My first boyfriend used to tell me that I was either the most naive creature on earth or the sneakiest one pretending to be dumb sometimes, just to catch others in mistake. Well, yes, I act dumb sometimes, either because I really don’t know anything or because I like to be silly; it is fun, especially when playing with my kids… but not because I make plans in my head to catch others red handed… Pretending was never my thing, and you know why? Because I don’t give a damn what people do or think around me, for as long as they do not prevent me to take care of my own business and my priorities. I look so distracted because in fact I am distracted, and because of this, some people think they can fool me. However, I only need one minute to figure out what the others were planning all along, and so I catch these errors or gaps in the story they tell and then I start questioning their integrity. However, all those who know me well, and have been close to me to see my true nature, they all know that I forgive very easily. As soon as someone opens up and starts telling the truth about what motivated them to lie in the first place, I am done questioning; they have all my love and understanding after that moment. My children learned this of course from me, that telling the truth is better. Some people however, they think they can take take advantage of this “weakness” of mine that I forgive each time the truth is told. They wrongly assume that any excuse will be enough to fool me and get my forgiveness. But not so…I may forgive easily, but I do not forget, and I don’t get fooled by lame excuses. And if I continue to be polite, that doesn’t mean I believe the liar. It only means that person is no longer important for me and it is just a figurine without character who is not worthy wasting my energy with.
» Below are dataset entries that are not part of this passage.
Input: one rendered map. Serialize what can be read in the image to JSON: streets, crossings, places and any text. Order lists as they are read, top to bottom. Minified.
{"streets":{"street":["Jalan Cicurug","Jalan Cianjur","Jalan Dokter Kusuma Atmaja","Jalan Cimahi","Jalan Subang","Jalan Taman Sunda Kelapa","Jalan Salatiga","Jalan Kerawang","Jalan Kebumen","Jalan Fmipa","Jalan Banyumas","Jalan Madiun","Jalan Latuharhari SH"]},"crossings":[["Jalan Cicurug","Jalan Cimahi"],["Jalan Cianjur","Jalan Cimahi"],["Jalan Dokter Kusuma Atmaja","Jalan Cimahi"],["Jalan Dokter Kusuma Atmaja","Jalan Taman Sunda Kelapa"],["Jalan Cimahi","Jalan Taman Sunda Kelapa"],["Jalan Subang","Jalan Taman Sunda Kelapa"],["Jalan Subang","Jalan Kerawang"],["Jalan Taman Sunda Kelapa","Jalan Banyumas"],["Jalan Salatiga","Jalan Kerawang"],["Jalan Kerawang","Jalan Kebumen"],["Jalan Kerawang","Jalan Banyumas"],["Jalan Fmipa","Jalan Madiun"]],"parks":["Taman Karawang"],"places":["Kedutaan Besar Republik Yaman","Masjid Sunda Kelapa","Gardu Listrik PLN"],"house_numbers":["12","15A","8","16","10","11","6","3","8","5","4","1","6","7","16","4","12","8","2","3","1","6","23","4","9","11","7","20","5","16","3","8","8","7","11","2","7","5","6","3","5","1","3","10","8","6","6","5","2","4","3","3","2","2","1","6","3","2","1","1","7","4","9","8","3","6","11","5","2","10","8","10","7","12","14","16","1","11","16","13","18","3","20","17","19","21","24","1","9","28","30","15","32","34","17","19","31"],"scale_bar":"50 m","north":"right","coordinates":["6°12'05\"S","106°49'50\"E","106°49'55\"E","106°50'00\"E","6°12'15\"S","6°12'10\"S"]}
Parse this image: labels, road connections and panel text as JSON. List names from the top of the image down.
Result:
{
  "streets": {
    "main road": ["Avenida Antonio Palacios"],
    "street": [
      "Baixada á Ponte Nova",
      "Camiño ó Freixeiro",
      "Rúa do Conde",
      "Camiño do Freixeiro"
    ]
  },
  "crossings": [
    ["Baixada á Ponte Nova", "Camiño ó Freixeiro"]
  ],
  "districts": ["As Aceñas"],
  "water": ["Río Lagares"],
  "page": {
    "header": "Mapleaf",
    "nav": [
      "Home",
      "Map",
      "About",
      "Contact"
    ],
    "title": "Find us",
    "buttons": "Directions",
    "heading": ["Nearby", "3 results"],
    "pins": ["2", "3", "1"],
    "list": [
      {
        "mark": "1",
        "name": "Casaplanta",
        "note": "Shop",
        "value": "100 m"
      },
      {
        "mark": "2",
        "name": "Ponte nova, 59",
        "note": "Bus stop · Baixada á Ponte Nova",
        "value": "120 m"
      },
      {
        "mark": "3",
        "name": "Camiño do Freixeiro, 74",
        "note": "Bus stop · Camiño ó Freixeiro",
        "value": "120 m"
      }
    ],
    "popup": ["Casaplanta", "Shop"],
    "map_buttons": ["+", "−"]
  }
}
My mathematical logic at grade one: I had 3 lek (lek is the Albanian money), and ice cream cost 5 lek. I told the lady at the cash, “One ice cream please.” She told me, “You can’t have ice cream, you don’t have enough money.” I told her, “I know, but I learned in school today that 3 + 2 =5. So since you always give people money when they buy things but they do not have the exact change, then here you go: I give you 3 lek, then you give me back 2 lek, and there you have 5 lek for the ice scream.” The cashier couldn’t be convinced and I wondered why? One lady at the store kept laughing and then she gave 2 lek to the cashier so I could get my ice cream.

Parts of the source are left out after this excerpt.